Staatssecretaris zegt toe gezinsherenigingsbeleid meerderjarige kinderen wat te versoepelen

Nieuws, 15 januari 2015
Leestijd, 2 min.
Meerderjarige vluchtelingenkinderen komen zelden in aanmerking voor gezinshereniging. Daardoor moeten zij vaak achterblijven, gescheiden van de rest van het gezin, zelfs als zij gevaar lopen. Staatssecretaris Teeven zegde woensdag toe deze situatie voortaan mee te laten wegen bij het beoordelen van de aanvraag van gezinshereniging.

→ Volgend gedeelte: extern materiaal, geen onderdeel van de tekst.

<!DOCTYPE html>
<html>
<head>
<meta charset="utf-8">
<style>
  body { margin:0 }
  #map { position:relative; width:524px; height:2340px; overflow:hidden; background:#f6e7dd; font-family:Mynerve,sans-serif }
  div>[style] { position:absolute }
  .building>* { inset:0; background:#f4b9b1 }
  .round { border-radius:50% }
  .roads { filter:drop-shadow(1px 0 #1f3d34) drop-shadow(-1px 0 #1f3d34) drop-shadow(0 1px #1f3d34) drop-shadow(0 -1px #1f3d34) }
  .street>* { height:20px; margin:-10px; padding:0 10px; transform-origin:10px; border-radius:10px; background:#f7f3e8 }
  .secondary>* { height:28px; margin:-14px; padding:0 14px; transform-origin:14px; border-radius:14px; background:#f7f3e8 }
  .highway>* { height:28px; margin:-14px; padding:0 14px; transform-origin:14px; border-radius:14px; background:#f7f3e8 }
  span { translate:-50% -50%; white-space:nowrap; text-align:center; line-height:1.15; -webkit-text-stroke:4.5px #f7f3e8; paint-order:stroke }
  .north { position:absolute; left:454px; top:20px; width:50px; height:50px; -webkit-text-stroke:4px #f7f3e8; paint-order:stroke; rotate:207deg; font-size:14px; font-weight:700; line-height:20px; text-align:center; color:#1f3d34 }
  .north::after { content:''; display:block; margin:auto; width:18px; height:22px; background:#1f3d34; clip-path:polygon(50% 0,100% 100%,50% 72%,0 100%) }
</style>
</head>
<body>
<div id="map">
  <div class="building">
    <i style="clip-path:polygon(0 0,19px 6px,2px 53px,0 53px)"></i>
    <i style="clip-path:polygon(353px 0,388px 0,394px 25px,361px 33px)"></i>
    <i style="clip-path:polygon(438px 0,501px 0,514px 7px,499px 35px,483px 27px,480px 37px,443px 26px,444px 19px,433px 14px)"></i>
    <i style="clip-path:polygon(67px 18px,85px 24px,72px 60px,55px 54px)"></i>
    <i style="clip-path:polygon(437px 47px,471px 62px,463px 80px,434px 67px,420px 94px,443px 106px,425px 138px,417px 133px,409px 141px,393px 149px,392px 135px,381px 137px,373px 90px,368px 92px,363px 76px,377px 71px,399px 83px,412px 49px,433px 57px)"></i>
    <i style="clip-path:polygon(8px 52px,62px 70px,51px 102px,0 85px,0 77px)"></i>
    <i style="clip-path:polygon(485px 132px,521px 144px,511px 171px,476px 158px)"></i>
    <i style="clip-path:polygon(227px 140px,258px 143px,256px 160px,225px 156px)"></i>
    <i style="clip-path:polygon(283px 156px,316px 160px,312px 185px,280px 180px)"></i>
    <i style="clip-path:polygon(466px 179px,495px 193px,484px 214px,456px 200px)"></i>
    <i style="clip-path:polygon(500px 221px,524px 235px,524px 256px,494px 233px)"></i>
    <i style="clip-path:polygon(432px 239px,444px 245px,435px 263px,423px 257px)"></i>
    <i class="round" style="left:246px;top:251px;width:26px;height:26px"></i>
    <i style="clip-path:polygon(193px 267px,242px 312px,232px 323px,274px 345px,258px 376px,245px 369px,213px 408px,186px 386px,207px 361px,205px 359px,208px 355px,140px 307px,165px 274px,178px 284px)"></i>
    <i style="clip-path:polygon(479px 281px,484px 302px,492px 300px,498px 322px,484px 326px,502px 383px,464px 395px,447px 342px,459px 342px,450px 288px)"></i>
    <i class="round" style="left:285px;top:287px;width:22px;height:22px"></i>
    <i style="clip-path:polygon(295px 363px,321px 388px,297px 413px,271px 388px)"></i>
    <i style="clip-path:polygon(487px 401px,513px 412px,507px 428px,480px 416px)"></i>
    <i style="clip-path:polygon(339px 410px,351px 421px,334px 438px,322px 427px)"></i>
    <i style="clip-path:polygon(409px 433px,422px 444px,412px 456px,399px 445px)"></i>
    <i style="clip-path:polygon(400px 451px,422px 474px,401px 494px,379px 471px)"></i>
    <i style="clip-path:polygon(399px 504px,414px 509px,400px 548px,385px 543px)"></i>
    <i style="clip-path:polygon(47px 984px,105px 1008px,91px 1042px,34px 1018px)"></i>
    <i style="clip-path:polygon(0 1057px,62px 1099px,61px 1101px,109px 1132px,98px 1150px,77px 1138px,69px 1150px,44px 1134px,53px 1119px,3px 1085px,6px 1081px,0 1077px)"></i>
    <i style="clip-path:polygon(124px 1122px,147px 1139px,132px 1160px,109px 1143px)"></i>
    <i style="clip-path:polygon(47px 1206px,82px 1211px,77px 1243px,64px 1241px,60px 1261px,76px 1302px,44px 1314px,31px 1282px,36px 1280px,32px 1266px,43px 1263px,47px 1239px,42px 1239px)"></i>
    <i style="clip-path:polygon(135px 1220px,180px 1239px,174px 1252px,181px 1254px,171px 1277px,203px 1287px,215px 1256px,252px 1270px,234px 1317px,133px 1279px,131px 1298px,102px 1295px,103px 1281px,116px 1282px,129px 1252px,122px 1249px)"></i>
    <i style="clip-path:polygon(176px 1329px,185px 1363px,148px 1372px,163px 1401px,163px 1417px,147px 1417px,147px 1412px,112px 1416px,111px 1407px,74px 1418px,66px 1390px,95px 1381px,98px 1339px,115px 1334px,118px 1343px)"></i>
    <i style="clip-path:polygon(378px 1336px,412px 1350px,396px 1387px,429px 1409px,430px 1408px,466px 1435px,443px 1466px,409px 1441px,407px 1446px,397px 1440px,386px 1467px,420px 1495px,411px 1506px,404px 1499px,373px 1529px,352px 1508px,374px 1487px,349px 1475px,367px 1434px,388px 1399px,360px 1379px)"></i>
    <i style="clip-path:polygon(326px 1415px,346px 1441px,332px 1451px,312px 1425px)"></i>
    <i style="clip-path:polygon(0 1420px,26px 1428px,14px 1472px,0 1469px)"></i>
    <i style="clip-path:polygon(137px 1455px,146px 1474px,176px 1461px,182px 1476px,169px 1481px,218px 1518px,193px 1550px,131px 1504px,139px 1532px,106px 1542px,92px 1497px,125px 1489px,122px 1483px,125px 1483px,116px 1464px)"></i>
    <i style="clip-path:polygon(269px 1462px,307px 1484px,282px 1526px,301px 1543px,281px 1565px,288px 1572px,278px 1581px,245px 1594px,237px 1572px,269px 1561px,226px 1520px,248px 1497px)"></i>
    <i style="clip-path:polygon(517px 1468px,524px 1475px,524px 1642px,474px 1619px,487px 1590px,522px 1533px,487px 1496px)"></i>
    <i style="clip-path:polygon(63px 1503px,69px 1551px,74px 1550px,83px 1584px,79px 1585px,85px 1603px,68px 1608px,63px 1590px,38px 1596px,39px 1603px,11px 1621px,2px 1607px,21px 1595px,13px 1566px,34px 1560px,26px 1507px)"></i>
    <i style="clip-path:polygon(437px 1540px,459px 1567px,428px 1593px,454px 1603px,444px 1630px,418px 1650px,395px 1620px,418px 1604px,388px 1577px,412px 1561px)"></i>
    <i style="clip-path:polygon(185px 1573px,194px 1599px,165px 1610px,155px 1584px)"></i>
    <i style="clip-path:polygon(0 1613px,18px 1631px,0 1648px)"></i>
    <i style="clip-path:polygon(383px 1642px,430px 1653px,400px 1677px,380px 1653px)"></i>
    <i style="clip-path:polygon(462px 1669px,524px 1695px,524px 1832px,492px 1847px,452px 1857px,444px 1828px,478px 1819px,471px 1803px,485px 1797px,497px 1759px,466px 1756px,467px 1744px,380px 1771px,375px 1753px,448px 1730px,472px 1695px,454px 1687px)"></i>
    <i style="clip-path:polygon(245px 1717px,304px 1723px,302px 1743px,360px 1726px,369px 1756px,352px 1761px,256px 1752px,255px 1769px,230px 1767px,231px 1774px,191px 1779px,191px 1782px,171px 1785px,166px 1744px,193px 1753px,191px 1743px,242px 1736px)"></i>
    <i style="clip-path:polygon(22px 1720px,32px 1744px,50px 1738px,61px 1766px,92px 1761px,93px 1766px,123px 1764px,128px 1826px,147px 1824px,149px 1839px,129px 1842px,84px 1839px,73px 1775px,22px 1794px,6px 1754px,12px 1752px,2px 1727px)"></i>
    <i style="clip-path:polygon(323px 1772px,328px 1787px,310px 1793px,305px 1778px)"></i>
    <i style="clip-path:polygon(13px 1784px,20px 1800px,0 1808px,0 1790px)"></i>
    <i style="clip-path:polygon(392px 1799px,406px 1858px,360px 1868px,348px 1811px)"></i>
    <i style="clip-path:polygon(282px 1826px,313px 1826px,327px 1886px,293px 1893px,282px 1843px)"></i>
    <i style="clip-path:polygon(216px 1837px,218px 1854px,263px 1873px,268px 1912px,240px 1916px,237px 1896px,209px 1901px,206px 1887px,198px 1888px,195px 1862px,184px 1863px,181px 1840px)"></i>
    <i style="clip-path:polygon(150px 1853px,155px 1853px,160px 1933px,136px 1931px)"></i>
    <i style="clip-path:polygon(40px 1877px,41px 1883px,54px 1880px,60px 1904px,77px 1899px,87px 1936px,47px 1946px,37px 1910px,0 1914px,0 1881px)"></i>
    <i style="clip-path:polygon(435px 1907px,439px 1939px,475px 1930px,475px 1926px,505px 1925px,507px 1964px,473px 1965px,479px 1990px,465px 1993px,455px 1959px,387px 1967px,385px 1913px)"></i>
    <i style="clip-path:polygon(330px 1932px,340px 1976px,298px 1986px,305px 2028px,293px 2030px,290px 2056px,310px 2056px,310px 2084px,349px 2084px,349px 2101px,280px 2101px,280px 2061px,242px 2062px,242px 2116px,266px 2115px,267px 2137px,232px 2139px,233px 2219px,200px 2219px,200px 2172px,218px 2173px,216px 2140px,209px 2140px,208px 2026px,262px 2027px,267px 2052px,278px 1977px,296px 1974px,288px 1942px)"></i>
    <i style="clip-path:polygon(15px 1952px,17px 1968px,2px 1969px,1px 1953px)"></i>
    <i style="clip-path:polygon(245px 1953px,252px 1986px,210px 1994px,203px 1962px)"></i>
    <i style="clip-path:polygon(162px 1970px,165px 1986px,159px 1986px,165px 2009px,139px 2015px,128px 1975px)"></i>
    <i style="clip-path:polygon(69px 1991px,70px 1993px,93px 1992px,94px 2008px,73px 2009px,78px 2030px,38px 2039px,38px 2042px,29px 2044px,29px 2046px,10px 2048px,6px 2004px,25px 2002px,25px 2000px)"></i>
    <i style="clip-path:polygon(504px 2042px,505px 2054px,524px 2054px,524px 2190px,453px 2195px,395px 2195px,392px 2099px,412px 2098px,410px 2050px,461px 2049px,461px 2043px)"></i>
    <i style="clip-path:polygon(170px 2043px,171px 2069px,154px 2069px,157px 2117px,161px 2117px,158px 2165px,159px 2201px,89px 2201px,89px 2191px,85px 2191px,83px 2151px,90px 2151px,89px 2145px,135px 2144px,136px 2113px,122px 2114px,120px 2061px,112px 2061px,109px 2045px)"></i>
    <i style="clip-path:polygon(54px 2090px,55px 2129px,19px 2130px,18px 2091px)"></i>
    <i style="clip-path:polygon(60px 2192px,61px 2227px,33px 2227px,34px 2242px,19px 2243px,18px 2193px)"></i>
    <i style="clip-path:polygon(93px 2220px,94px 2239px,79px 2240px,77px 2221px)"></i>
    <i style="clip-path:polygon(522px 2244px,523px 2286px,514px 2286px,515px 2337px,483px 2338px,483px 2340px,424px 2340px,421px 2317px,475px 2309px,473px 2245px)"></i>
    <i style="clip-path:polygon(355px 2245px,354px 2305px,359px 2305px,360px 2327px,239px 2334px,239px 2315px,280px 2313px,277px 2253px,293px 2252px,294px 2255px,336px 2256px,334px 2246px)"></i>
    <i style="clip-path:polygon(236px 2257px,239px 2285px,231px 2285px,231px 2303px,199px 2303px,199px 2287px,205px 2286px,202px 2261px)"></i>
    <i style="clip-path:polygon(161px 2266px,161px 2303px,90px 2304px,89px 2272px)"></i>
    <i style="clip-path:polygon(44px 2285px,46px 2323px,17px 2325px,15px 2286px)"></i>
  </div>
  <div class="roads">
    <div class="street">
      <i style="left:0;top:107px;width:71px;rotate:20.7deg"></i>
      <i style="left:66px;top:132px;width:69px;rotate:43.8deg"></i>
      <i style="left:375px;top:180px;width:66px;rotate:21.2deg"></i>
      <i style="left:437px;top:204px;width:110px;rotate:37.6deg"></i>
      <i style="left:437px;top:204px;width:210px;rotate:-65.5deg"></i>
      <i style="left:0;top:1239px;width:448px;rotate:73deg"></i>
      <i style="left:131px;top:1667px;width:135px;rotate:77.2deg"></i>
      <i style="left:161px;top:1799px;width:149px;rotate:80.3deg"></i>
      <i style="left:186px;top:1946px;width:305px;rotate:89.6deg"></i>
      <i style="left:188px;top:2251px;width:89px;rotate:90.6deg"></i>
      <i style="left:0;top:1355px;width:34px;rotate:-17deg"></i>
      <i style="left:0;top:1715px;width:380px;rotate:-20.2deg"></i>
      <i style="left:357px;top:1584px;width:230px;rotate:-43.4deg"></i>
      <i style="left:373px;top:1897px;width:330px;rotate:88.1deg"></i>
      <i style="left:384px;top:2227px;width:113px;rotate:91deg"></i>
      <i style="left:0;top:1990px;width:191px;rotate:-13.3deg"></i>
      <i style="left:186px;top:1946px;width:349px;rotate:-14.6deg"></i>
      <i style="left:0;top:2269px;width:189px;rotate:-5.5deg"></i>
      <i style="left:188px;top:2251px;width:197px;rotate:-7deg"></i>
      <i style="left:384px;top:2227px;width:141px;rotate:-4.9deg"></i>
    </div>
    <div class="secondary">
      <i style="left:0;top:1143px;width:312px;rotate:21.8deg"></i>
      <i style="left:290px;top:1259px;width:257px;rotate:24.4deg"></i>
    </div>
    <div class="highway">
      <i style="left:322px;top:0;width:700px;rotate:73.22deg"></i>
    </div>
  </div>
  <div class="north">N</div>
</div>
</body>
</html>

VluchtelingenWerk Nederland pleitte hier al langer voor. Dorine Manson, directeur van VluchtelingenWerk: "Wij hopen dat deze toezegging er voor zorgt dat de meest schrijnende situaties opgelost worden. Maar wij blijven er voor pleiten ook meerderjarige kinderen die niet direct gevaar lopen te herenigen met hun familie. Dat ze moesten vluchten is al erg genoeg, laat ze nu in elk geval hun gezin weer bij elkaar brengen." Ook wil de staatssecretaris met VluchtelingenWerk kijken naar gevallen waarin de aanvraagtermijn voor gezinshereniging is verstreken. Die termijn wordt volgens VluchtelingenWerk namelijk te streng gehanteerd.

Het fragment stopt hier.